Evidente che è stata la giornata dell'orgoglio leghista, ultima domenica prima del voto, e i toni si accendono nel rush finale della campagna elettorale. Ma nella storia della Lega Nord di Bossi e poi della Lega nazionale di Salvini Pontida ha sempre rappresentato l'agenda, la linea di rotta della Lega del futuro. Interrogativi nodali però si aprono. Salvini ha abbandonato il progetto di Lega nazionale? In Lega ti rispondono che non è affatto così. Anche il Sud è presente a Pontida, seppur in tono minore. E lo stesso Salvini si presenta come capolista anche in Calabria e Basilicata. Così come in Sicilia, già presente nella giunta regionale, la Lega appoggia Renato Schifani ( Fi) come presidente alle Regionali contemporanee alle Politiche il 25 settembre.

Ma nei passaggi più difficili e delicati il movimento- partito rinserra le file e riparte dalla casa madre. La leadership di Salvini sarà rimessa in discussione di fronte a un risultato deludente? Di fronte alle proteste, che si colgono anche negli umori silenziosi dei militanti soprattutto del Sud, o alle critiche venutegli anche dal Nord di averlo trascurato? Il gotha leghista rinserra le file anche sulla leadership di Salvini. Da Giancarlo Giorgetti a Luca Zaia, ai capigruppo Riccardo Molinari, Massimiliano Romeo, i vicesegretari Andrea Crippa e Lorenzo Fontana: «Basta con questa storia che siamo divisi tra buoni e cattivi. Matteo è e sarà il nostro leader». Chiusura a riccio. Bagno di folla, manifestazioni di affetto sul pratone per Salvini, che resta il più applaudito. Lo schema del partito, ovviamente non i contenuti, sembra restare ' leninista'. Salvini, in Lega dal 1990, «è l'uomo che ci ha salvati dal precipizio del 3 e qualcosa per cento», ti dicono sul pratone.
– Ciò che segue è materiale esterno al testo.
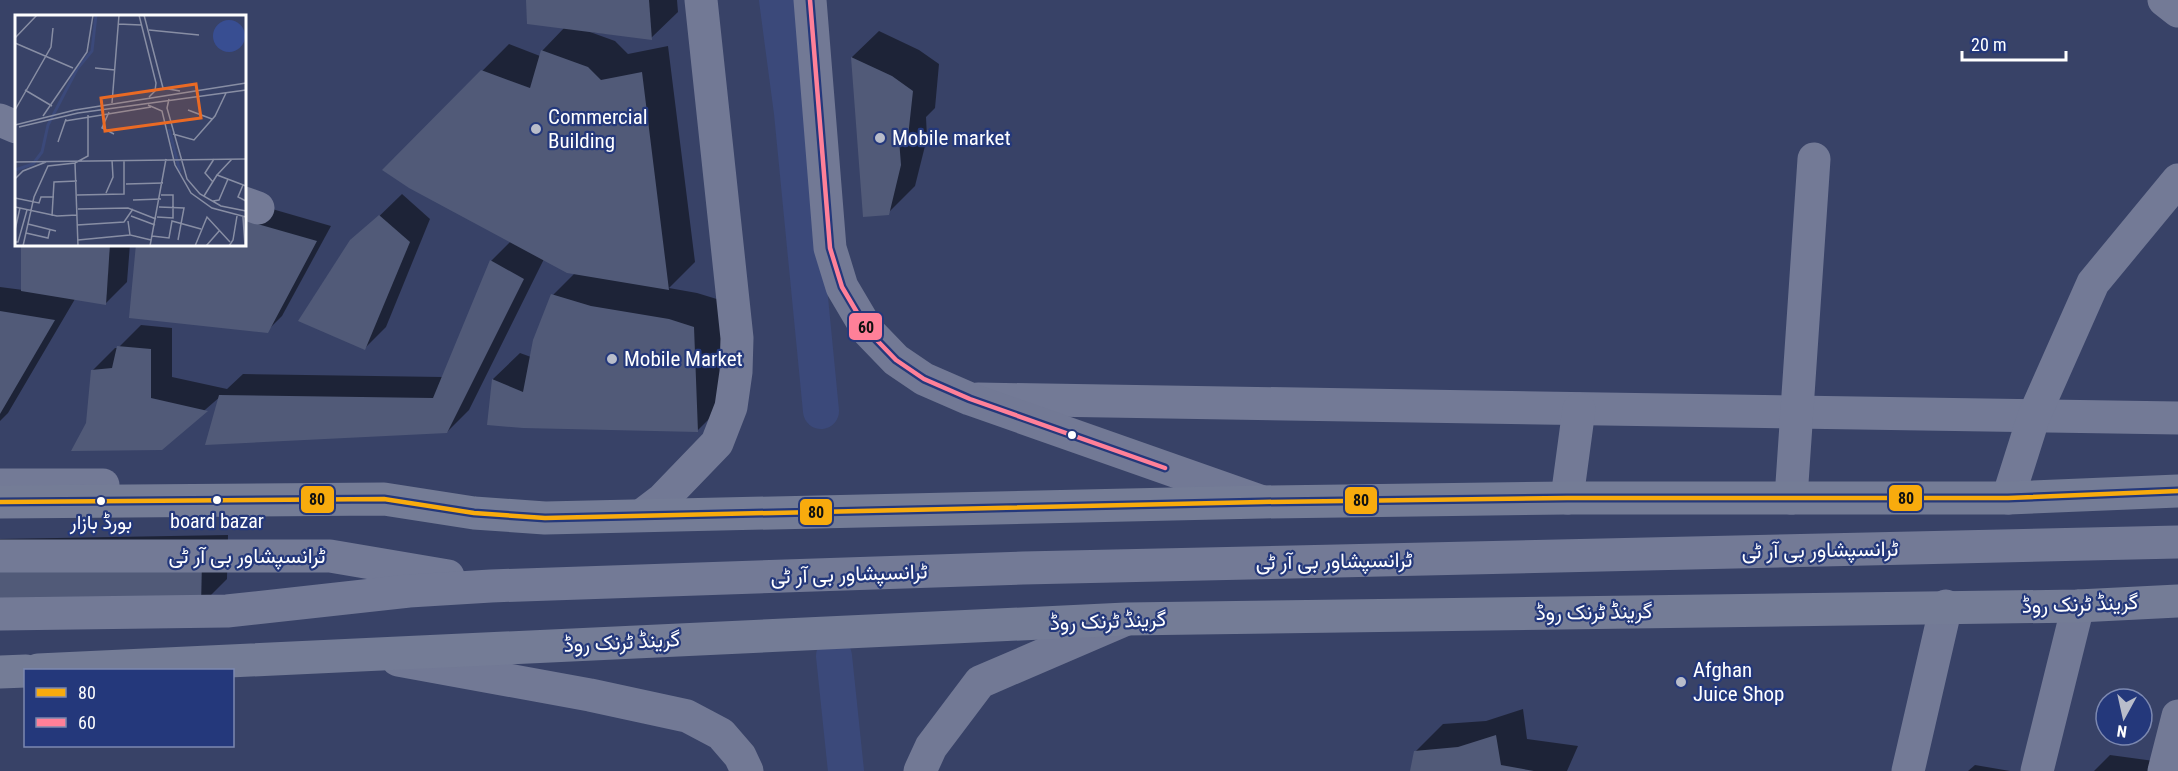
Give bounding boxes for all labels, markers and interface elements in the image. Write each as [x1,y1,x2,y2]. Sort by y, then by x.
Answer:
inset map [15,15,246,246]
scale bar [1962,24,2066,62]
text: 20 m [1971,34,2006,55]
place label: Commercial Building [548,105,648,153]
marker: Commercial Building [529,122,543,136]
place label: Mobile market [892,126,1011,150]
marker: Mobile market [873,131,887,145]
line badge: 60 [848,312,883,341]
text: 60 [858,318,874,337]
place label: Mobile Market [624,347,743,371]
marker: Mobile Market [605,352,619,366]
unlabelled marker [1066,429,1078,441]
line badge: 80 [1888,484,1923,512]
line badge: 80 [300,485,335,514]
line badge: 80 [1344,486,1378,515]
text: 80 [1898,489,1914,508]
text: 80 [309,490,325,509]
text: 80 [1353,491,1369,510]
marker: board bazar [211,494,223,506]
marker: بورڈ بازار [95,495,107,507]
line badge: 80 [799,498,833,526]
text: 80 [808,503,824,522]
place label: board bazar [170,509,264,533]
place label: بورڈ بازار [69,510,132,535]
street label: ٹرانسپشاور بی آر ٹی [1741,537,1899,565]
street label: ٹرانسپشاور بی آر ٹی [169,544,325,570]
street label: ٹرانسپشاور بی آر ٹی [1255,548,1413,576]
street label: ٹرانسپشاور بی آر ٹی [770,559,928,591]
street label: گرینڈ ٹرنک روڈ [2021,590,2139,619]
street label: گرینڈ ٹرنک روڈ [1535,599,1653,626]
street label: گرینڈ ٹرنک روڈ [1049,607,1167,636]
street label: گرینڈ ٹرنک روڈ [563,627,681,658]
place label: Afghan Juice Shop [1693,658,1784,706]
legend [24,669,234,747]
marker: Afghan Juice Shop [1674,675,1688,689]
text: 80 [78,682,96,703]
north arrow [2094,687,2154,747]
text: 60 [78,712,96,733]
text: N [2116,721,2128,741]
In Lega, da quella della minaccia di secessione fino alla prima Lega nazionale della minaccia no- euro, le correnti non sono state mai formalmente ammesse. E comunque le aree ci sono, così come sfumature e differenze, il dibattito interno resta. Ma toccare il leader è rimasto come una sorta di tabù. È un fatto che finora ci è voluto solo lo ' scandalo' Belsito per cambiare la leadership che però non fu rimessa in discussione neppure nel 2004 quando Bossi ebbe la prima grave malattia. Salvini fu eletto con le primarie nel 2013 proprio contro colui che resta il presidente vita della Lega nord. E Salvini ha ricandidato, a sua volta, il ' maestro' per la Camera. Quadro idilliaco? No, si apre una fase complessa per quello che Roberto Maroni, secondo segretario federale del Carroccio, definì «l'ultimo partito leninista», ma la Lega è un animale camaleontico.